◆ The task:
From the line below that contains "ctx.font = font" to the line that contains "[215,2059,238,2080,185,2138,158,2138,150,2130]", repeat every line exactly, both ends included, and nothing else.

+-------+

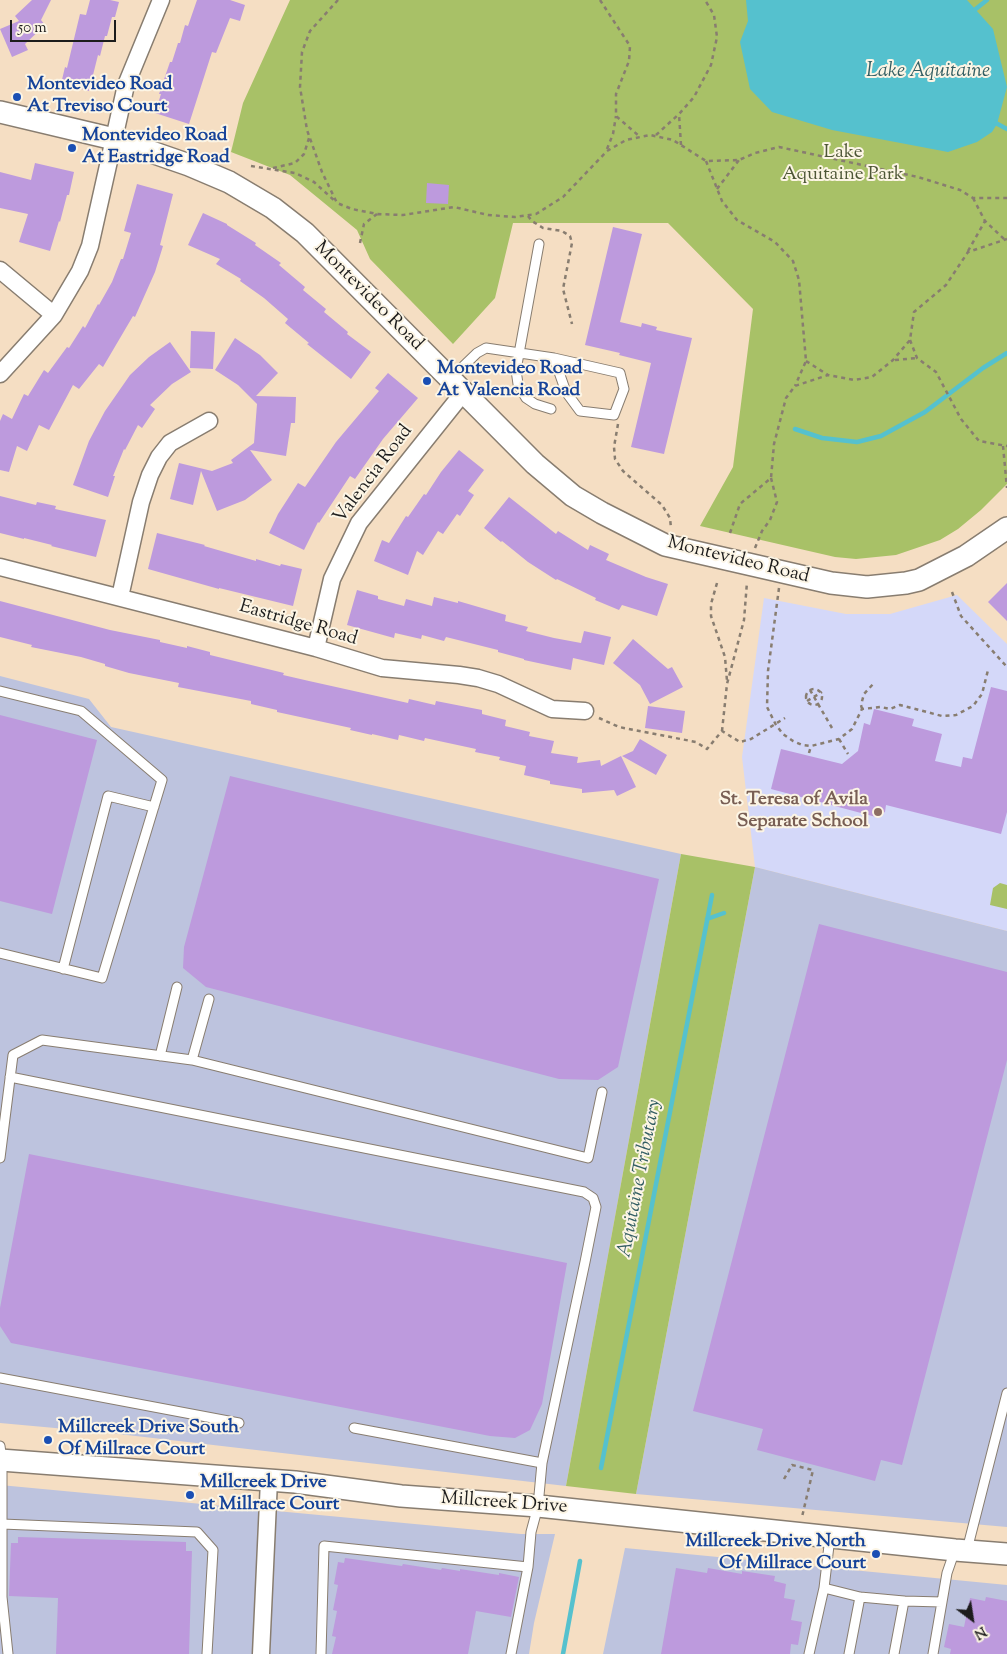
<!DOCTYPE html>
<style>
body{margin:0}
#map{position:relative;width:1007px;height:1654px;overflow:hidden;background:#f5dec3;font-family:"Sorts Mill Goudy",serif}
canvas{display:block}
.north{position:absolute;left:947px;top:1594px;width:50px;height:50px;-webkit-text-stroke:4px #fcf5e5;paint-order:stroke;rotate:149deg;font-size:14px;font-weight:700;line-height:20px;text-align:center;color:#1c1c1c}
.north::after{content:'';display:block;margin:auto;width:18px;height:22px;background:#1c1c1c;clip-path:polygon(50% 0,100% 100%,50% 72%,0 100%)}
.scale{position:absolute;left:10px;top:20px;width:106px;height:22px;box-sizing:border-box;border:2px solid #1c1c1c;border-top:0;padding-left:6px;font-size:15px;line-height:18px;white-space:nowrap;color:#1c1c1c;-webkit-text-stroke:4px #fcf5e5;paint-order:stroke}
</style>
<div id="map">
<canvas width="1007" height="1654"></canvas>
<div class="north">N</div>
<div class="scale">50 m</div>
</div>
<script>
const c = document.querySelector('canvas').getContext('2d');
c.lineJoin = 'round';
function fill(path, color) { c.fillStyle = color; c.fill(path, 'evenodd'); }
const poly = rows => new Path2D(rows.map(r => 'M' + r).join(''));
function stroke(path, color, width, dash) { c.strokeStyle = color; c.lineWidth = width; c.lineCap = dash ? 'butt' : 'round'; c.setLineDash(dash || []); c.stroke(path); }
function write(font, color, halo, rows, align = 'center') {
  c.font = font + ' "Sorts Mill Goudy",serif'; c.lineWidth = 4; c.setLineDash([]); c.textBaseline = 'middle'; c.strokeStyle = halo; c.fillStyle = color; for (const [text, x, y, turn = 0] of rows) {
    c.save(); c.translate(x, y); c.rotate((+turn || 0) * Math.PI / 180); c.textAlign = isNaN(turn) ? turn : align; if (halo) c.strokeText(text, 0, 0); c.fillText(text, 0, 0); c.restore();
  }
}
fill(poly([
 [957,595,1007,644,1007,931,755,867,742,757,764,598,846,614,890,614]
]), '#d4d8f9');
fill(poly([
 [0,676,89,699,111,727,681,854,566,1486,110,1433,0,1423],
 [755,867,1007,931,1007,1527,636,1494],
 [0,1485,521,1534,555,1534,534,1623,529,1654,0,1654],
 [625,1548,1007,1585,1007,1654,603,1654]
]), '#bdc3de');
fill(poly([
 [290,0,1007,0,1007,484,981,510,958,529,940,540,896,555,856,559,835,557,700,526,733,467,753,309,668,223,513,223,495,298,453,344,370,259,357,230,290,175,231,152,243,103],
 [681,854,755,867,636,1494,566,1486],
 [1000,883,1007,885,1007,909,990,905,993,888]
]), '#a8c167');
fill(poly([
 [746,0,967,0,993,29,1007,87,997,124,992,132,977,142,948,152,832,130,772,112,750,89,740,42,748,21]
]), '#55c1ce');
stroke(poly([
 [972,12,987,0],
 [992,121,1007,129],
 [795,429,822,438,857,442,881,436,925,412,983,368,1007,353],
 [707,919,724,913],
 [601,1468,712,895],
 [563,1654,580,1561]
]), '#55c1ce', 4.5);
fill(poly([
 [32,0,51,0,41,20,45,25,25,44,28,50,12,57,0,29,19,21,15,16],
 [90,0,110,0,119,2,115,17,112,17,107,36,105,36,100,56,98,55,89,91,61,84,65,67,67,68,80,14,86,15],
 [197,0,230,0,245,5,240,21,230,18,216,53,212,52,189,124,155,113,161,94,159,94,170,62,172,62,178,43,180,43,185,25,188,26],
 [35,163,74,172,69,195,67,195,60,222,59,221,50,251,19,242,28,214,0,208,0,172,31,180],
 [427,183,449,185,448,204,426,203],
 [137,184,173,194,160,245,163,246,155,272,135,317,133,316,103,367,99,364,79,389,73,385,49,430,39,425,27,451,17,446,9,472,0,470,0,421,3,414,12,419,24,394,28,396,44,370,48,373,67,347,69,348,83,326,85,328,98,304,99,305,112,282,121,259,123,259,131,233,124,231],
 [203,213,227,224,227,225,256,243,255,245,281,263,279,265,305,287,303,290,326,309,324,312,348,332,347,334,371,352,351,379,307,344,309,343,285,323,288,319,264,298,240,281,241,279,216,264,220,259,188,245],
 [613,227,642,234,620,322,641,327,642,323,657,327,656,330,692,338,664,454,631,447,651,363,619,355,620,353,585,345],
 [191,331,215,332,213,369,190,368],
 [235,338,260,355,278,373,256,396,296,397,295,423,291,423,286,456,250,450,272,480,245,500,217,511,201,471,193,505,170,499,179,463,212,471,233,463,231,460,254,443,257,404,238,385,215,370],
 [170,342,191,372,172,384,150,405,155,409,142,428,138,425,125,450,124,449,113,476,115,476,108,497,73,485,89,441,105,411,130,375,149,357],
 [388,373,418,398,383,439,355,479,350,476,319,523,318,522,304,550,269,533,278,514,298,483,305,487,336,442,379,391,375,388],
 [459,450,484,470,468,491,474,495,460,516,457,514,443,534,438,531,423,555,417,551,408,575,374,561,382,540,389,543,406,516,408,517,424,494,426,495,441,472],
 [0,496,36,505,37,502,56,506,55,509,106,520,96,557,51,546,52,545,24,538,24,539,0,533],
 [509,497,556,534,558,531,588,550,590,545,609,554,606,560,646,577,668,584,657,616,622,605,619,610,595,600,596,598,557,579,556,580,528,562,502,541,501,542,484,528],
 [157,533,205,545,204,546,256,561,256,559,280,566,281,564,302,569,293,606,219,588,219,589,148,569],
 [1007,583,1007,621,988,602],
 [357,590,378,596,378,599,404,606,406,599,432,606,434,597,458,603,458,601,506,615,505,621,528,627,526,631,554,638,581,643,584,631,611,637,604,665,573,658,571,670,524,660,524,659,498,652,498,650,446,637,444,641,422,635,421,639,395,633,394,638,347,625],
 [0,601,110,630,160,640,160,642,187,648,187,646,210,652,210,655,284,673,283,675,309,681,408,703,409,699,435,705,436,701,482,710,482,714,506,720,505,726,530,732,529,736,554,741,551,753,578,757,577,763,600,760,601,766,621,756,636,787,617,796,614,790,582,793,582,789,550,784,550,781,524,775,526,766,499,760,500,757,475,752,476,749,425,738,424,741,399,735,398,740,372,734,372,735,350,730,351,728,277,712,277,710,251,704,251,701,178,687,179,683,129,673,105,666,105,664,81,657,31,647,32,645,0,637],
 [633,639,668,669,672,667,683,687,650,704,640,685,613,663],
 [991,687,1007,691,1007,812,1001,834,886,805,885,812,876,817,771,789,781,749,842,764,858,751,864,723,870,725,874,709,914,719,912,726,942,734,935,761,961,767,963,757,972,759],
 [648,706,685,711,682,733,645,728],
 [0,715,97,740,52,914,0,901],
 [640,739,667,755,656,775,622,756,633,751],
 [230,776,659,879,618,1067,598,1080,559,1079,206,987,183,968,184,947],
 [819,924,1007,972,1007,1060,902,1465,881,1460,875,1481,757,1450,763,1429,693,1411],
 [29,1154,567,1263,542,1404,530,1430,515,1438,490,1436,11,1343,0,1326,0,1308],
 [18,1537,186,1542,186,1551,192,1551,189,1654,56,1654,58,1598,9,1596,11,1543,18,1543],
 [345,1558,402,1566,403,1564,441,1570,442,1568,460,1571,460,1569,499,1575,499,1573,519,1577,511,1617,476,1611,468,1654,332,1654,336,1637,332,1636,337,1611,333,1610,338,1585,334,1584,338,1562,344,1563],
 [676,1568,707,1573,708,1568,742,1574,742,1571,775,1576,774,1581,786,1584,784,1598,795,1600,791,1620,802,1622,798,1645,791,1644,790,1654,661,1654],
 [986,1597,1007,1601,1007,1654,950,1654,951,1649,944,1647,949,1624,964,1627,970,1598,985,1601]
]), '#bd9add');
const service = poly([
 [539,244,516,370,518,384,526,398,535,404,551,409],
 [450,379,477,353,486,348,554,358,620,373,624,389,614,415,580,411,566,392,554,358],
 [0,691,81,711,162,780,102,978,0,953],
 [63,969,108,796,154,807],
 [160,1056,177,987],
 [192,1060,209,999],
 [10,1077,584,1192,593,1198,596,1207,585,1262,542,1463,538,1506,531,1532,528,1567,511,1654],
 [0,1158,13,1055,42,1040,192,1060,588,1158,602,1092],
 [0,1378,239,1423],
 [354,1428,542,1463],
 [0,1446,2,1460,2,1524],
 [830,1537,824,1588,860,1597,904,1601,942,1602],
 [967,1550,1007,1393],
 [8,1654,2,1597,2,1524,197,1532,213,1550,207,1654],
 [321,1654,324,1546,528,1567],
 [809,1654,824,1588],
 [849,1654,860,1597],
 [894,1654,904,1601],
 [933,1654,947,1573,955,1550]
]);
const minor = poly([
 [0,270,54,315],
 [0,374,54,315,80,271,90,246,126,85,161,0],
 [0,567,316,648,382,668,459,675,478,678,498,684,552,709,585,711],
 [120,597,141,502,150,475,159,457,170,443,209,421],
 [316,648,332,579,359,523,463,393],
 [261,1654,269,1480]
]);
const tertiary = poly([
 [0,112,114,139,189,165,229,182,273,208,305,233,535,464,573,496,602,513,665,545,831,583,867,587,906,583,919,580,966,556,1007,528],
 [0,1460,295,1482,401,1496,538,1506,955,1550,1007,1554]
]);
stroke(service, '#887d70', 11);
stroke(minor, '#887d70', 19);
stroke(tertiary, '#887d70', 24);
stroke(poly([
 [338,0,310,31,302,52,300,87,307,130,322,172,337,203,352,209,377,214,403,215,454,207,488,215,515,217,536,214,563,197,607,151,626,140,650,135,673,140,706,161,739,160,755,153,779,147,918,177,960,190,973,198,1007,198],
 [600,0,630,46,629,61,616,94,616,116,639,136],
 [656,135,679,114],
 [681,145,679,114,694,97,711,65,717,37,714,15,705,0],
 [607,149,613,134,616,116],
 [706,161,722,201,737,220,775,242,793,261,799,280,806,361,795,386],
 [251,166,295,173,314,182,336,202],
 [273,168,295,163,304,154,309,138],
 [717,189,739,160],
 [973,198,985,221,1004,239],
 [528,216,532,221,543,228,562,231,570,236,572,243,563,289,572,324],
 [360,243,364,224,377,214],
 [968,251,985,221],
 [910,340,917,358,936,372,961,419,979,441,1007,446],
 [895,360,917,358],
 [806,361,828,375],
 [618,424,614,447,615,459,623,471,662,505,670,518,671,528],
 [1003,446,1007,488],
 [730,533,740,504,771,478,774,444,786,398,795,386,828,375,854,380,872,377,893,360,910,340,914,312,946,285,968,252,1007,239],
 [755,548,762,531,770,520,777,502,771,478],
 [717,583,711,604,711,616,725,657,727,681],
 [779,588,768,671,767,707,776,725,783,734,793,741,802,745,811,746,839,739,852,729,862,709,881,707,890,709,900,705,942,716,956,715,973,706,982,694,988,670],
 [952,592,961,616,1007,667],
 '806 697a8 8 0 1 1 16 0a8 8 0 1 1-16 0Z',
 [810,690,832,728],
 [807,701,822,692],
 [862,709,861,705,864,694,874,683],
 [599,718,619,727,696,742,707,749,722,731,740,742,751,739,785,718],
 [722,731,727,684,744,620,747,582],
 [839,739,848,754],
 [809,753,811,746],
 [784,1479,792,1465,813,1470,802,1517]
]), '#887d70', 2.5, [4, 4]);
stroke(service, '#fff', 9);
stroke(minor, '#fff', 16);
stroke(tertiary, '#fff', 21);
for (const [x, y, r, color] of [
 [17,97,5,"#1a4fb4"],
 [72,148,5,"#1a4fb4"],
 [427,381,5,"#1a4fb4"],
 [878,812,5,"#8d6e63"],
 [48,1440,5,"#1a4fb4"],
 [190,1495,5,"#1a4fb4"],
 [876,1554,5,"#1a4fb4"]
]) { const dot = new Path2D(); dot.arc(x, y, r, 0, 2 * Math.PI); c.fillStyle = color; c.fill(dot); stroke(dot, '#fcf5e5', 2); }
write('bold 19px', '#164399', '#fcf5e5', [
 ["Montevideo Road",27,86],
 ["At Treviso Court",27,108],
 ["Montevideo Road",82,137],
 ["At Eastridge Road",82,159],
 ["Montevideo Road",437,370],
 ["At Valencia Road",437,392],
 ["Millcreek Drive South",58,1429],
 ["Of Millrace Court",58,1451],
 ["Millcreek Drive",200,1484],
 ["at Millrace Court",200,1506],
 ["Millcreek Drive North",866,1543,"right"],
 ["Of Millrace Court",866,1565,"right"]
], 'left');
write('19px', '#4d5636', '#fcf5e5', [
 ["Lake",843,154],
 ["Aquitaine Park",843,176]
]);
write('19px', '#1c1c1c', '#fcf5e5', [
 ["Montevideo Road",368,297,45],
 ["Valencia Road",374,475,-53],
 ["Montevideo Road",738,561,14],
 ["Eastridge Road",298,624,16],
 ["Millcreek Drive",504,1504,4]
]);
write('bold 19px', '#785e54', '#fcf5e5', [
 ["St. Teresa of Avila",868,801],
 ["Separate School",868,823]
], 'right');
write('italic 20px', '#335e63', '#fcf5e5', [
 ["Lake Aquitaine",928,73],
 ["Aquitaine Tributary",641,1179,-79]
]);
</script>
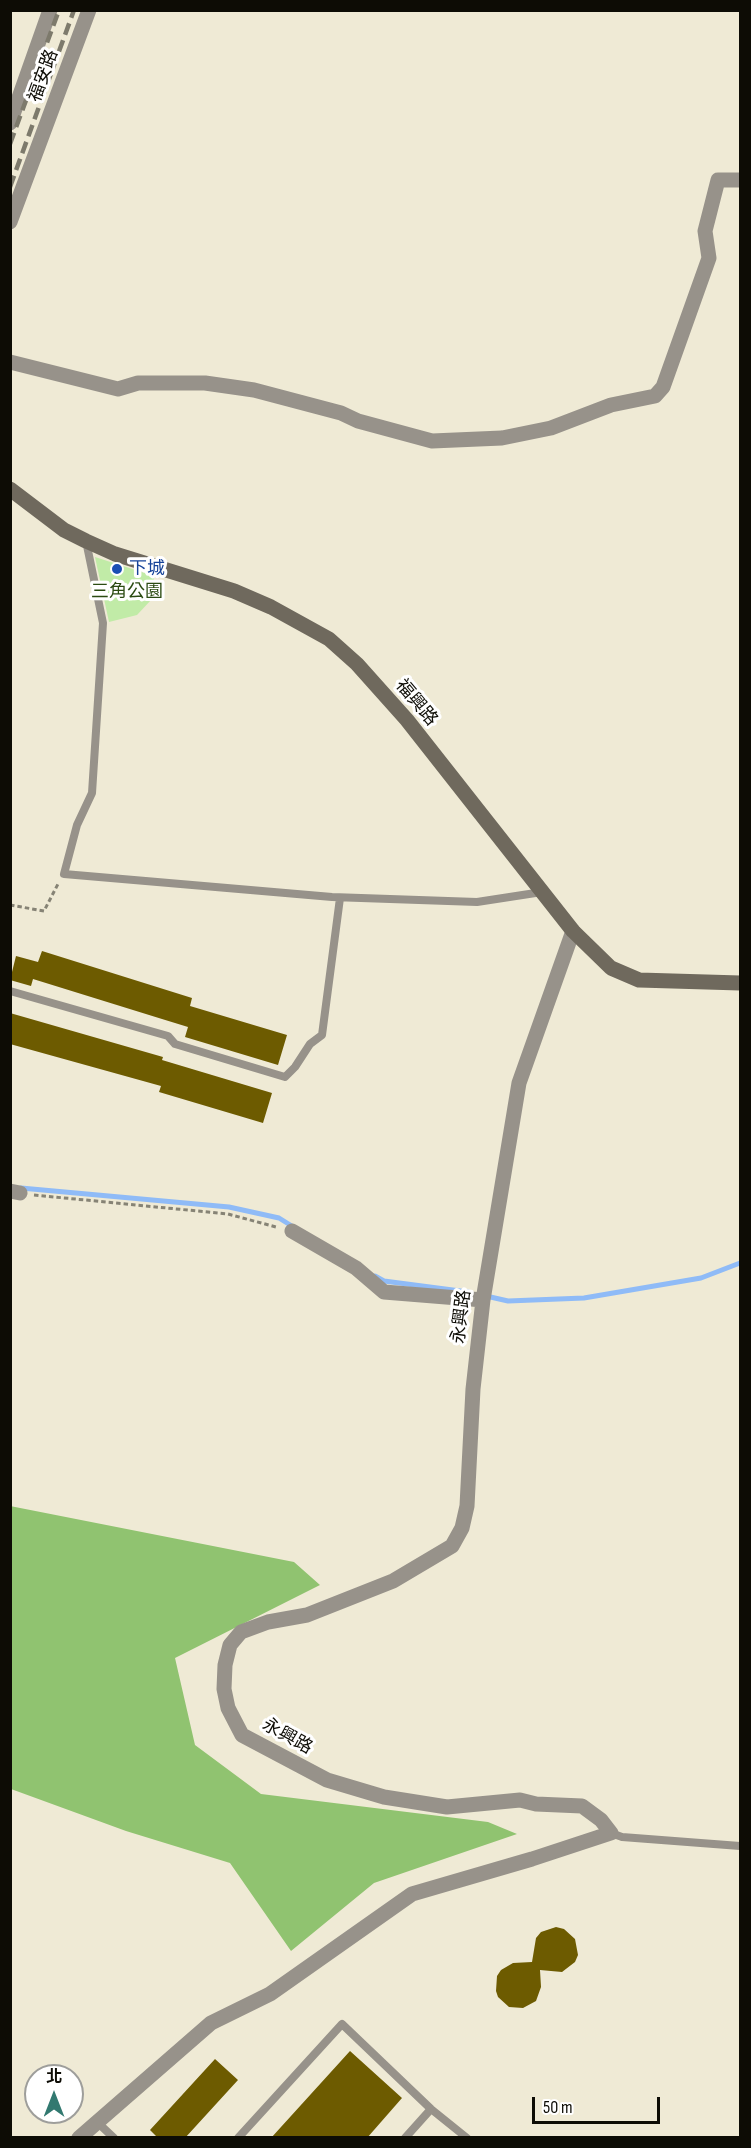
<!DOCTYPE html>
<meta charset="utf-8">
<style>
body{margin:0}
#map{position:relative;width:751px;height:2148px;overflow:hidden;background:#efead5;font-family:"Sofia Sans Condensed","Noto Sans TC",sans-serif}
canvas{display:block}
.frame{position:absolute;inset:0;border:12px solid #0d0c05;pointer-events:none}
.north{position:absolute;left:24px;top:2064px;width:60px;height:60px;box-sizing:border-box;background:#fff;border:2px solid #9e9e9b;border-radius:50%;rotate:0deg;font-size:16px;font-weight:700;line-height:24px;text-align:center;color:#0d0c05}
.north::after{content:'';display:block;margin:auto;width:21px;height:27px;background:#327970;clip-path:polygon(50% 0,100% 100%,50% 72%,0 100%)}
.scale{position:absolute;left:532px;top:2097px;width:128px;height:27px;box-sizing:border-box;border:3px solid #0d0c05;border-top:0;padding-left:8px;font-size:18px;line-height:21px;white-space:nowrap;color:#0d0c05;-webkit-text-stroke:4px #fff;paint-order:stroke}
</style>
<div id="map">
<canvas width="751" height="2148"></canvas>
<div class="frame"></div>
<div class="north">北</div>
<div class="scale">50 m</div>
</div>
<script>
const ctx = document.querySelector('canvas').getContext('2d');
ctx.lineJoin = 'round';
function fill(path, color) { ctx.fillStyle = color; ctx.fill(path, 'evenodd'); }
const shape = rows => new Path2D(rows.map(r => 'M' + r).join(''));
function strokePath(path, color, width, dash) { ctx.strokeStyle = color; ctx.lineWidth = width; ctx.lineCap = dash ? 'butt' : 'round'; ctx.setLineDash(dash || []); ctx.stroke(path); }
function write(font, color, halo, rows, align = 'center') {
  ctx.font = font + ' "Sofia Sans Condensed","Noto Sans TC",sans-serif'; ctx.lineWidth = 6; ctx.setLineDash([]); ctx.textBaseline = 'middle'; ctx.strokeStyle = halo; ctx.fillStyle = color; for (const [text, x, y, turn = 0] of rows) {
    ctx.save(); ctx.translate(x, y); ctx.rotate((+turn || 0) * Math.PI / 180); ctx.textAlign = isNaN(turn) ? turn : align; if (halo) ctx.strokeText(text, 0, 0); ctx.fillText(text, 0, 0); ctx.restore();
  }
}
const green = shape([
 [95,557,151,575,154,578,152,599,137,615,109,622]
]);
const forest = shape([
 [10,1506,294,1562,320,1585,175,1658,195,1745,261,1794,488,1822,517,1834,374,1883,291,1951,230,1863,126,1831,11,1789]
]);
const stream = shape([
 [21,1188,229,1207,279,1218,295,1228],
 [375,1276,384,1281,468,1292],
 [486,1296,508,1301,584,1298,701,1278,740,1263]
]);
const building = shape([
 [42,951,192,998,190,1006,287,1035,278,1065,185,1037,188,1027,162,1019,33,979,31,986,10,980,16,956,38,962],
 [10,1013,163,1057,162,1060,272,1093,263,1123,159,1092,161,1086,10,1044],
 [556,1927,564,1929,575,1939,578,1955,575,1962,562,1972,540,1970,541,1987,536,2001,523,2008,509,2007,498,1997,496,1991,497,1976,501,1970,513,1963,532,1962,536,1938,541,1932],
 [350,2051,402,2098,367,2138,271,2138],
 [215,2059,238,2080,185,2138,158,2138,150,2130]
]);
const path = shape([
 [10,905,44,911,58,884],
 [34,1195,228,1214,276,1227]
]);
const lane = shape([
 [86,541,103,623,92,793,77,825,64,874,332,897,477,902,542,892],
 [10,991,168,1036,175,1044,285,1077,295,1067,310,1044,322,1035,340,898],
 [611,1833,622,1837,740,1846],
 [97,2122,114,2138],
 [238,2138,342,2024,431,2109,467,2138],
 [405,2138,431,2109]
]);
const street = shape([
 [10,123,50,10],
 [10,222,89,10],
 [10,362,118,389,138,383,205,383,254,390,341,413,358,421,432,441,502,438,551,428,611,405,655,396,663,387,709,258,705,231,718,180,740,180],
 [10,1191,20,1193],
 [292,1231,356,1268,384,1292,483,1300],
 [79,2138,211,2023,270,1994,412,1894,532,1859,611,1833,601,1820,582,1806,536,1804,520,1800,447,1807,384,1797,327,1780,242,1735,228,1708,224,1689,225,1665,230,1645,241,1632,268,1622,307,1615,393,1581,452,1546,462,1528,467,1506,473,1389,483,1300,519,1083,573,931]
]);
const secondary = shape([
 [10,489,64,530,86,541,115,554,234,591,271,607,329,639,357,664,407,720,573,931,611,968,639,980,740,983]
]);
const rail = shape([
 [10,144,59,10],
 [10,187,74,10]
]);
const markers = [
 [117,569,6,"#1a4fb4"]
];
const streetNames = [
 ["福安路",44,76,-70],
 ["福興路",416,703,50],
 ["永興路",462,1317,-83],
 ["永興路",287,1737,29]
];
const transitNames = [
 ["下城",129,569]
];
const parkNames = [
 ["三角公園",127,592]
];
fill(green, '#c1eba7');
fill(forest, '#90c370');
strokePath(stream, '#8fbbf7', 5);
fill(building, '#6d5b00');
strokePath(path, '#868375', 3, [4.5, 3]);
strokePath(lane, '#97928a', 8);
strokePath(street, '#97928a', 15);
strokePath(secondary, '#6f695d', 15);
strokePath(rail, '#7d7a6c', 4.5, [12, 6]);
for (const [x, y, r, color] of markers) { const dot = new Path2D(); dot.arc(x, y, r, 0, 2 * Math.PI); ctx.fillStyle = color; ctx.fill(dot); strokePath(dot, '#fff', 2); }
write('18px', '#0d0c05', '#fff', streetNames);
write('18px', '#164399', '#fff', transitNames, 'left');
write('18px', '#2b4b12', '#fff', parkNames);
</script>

+-------+

◆ Response area:
  ctx.font = font + ' "Sofia Sans Condensed","Noto Sans TC",sans-serif'; ctx.lineWidth = 6; ctx.setLineDash([]); ctx.textBaseline = 'middle'; ctx.strokeStyle = halo; ctx.fillStyle = color; for (const [text, x, y, turn = 0] of rows) {
    ctx.save(); ctx.translate(x, y); ctx.rotate((+turn || 0) * Math.PI / 180); ctx.textAlign = isNaN(turn) ? turn : align; if (halo) ctx.strokeText(text, 0, 0); ctx.fillText(text, 0, 0); ctx.restore();
  }
}
const green = shape([
 [95,557,151,575,154,578,152,599,137,615,109,622]
]);
const forest = shape([
 [10,1506,294,1562,320,1585,175,1658,195,1745,261,1794,488,1822,517,1834,374,1883,291,1951,230,1863,126,1831,11,1789]
]);
const stream = shape([
 [21,1188,229,1207,279,1218,295,1228],
 [375,1276,384,1281,468,1292],
 [486,1296,508,1301,584,1298,701,1278,740,1263]
]);
const building = shape([
 [42,951,192,998,190,1006,287,1035,278,1065,185,1037,188,1027,162,1019,33,979,31,986,10,980,16,956,38,962],
 [10,1013,163,1057,162,1060,272,1093,263,1123,159,1092,161,1086,10,1044],
 [556,1927,564,1929,575,1939,578,1955,575,1962,562,1972,540,1970,541,1987,536,2001,523,2008,509,2007,498,1997,496,1991,497,1976,501,1970,513,1963,532,1962,536,1938,541,1932],
 [350,2051,402,2098,367,2138,271,2138],
 [215,2059,238,2080,185,2138,158,2138,150,2130]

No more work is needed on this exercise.